Tuesday, September 16, 2014

The Exorcist



Fred Phelps was a local character who terrorized Topeka, Kansas, for years.  He'd been an Eagle Scout when he was a boy, and began preaching against sin in college.  Conservative Bob Jones University allegedly gave him an ultimatum to seek psychiatric care or leave.  He left and earned a two year degree from John Muir College.  He was hired to preach at Topeka's East Side Baptist, but left in a year to found his own Westboro Baptist Church.  The church was his house in Topeka's Westboro neighborhood, and his large family was the congregation.  They did baptisms in the swimming pool and claimed status as a non-profit religious organization.

Fred earned a law degree from nearby Washburn University and got off on a good foot taking up civil rights cases for African Americans.  He got disbarred when he sued a court clerk for not getting him a transcript on time, put her on the witness stand for two weeks, and allegedly during the examination accused her of perverted sexual acts.  Why the judge let this go on is a mystery to this day, but Fred had a way of intimidating people.
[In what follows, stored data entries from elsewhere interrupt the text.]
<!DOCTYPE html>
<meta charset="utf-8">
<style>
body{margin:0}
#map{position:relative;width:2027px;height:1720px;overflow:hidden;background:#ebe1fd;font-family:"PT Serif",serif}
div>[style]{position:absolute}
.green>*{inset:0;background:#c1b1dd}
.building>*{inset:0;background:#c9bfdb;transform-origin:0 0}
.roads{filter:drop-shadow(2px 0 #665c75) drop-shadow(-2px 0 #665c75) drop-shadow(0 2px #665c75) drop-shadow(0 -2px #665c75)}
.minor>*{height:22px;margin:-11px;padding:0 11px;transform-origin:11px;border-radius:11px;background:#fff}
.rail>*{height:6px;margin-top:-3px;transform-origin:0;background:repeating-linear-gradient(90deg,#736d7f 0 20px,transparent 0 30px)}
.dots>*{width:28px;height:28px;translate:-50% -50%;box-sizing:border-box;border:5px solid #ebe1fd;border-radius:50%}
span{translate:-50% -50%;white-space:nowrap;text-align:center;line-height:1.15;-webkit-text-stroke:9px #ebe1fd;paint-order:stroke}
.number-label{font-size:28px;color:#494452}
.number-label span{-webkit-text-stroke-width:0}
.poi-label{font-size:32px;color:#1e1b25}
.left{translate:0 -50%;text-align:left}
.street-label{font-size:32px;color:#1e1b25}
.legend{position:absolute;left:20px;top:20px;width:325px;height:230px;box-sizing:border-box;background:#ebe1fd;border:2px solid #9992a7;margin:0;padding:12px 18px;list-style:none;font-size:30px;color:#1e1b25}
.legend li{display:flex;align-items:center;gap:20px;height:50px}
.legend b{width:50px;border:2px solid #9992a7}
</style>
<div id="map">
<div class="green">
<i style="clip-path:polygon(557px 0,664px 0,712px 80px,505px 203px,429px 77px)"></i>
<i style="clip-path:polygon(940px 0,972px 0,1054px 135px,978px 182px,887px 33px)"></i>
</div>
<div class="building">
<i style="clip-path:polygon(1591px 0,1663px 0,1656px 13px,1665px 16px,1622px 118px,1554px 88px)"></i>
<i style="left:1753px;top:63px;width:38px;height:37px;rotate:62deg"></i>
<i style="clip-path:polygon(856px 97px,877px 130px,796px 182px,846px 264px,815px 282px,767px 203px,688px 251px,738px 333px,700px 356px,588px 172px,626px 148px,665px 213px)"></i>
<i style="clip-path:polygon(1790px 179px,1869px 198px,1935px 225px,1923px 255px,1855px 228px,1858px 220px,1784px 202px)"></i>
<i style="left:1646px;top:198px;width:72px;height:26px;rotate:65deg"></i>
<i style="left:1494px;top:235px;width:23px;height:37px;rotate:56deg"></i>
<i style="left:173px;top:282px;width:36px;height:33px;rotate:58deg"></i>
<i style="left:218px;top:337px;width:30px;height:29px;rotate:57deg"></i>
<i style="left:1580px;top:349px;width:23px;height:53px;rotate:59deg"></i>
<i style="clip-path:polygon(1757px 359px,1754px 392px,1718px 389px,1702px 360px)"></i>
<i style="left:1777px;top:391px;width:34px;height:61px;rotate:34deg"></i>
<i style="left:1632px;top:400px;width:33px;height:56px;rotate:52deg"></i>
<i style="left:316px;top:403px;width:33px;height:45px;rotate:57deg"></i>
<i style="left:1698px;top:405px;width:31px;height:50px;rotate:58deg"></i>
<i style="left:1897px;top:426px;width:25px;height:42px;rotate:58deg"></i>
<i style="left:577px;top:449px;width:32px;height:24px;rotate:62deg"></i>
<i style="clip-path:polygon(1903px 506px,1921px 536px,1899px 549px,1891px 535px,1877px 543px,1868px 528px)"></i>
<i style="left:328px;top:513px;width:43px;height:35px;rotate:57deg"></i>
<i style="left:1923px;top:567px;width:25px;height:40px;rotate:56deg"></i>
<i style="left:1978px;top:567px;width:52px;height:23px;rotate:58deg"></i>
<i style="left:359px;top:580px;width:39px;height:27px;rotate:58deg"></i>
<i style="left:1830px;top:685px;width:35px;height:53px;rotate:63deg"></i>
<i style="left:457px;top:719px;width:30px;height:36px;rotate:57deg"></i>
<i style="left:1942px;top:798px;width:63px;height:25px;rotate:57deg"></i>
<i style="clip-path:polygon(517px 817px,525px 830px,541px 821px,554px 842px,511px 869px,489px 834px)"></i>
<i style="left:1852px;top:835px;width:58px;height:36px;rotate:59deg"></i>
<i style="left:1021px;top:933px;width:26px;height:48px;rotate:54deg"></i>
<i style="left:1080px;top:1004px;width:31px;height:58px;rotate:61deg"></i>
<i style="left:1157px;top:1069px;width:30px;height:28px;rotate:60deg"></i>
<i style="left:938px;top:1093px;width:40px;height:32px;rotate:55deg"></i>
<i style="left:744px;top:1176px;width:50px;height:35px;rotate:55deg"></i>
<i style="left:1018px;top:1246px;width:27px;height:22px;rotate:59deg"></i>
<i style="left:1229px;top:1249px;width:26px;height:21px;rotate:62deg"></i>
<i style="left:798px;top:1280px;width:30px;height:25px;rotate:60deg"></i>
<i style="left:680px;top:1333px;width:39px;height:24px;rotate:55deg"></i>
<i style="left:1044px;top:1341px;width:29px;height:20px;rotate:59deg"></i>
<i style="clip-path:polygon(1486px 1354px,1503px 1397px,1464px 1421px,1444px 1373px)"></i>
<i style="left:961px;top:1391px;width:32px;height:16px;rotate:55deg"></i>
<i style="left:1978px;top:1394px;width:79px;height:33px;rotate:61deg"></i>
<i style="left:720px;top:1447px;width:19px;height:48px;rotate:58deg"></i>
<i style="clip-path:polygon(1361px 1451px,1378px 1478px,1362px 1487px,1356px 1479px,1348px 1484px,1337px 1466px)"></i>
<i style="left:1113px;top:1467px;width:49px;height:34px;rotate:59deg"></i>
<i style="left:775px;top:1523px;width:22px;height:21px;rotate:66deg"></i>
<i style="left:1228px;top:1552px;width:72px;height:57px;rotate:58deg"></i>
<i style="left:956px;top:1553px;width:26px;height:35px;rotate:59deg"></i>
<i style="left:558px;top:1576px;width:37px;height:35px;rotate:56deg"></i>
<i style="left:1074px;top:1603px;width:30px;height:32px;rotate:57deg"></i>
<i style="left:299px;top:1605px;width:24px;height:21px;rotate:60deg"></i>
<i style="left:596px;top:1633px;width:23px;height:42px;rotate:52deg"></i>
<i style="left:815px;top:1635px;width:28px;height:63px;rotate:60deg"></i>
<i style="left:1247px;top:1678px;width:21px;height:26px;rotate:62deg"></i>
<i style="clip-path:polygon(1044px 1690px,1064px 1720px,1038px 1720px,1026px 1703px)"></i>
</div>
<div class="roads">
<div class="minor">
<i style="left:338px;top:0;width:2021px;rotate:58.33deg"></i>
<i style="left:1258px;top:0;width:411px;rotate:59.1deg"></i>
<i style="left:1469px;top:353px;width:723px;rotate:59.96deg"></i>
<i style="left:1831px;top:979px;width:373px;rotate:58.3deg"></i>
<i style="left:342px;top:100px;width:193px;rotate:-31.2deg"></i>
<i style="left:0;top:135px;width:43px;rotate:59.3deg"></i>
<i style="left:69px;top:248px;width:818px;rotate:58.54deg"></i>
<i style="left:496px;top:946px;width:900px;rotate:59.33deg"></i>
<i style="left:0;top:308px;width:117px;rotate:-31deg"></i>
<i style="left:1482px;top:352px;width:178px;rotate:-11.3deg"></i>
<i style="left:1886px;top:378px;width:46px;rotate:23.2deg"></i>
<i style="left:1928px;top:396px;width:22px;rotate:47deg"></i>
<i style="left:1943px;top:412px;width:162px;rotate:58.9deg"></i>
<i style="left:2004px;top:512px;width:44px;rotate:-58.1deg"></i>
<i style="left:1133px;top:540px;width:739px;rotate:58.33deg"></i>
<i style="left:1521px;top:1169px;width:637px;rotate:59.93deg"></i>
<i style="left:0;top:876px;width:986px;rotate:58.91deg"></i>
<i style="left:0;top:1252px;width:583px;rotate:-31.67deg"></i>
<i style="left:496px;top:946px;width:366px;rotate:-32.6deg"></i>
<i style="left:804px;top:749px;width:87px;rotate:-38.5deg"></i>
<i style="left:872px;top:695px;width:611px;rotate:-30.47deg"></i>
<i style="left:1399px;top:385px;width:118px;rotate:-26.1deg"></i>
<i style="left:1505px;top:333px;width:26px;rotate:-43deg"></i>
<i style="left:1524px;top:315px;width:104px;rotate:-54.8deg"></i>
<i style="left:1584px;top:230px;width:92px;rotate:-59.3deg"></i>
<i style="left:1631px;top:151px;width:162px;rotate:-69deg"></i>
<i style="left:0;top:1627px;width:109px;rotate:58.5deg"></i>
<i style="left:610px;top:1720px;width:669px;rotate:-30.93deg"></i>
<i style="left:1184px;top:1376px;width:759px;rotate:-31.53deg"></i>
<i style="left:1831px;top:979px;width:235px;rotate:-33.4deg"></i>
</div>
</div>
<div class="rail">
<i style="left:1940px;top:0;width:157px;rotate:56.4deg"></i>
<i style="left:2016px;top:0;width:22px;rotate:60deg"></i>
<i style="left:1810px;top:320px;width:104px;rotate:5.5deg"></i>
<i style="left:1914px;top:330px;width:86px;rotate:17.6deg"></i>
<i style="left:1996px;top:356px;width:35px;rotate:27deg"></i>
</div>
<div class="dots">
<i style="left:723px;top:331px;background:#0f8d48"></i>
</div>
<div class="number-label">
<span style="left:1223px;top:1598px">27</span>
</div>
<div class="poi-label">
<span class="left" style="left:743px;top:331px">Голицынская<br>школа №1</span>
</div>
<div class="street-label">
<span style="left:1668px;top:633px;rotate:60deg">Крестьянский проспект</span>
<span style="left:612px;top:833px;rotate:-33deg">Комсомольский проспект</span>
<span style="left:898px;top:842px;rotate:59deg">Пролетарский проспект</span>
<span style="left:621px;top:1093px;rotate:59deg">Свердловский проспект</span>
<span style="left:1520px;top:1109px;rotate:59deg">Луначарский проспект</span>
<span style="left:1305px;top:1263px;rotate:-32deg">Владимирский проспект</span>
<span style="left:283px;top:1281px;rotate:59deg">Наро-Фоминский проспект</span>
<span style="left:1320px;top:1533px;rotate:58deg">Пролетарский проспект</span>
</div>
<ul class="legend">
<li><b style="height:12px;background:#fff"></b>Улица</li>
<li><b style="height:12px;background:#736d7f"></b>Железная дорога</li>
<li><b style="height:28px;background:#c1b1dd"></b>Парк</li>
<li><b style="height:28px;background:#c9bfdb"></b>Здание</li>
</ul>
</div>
When the AIDS epidemic hit,  Fred and his "congregation" started picketing the funerals.  His message was loud and clear, and the chanting and shouts were accompanied by graphic placards just to be sure you got the message:  "God Hates Fags" and stick figures posed suggestively to depict homosexual sex acts.  When there wasn't a funeral to picket, Fred and company picketed churches where the funerals had been held.

Fred inevitably got around to picketing my brother's church and, never mind the children, the adjoining Catholic school my nephew attended.  This infuriated the parish priest.  But what to do.   Fred wanted confrontation.   He hoped he'd be physically attacked, then he'd sue the attacker and use the money to keep Westboro Baptist going.   The priest donned his full regalia of vestments, grabbed his aspergillum, a ewer of holy water and headed for Fred.   Fred was furious when he got hit by the holy water, but what can you do?  Sue someone for sprinkling you with holy water.  Fred complained to the bishop.  The bishop sent him more holy water as a token of peace, secretly hoping that if enough touched him, Fred might burn up in smoke and blow away.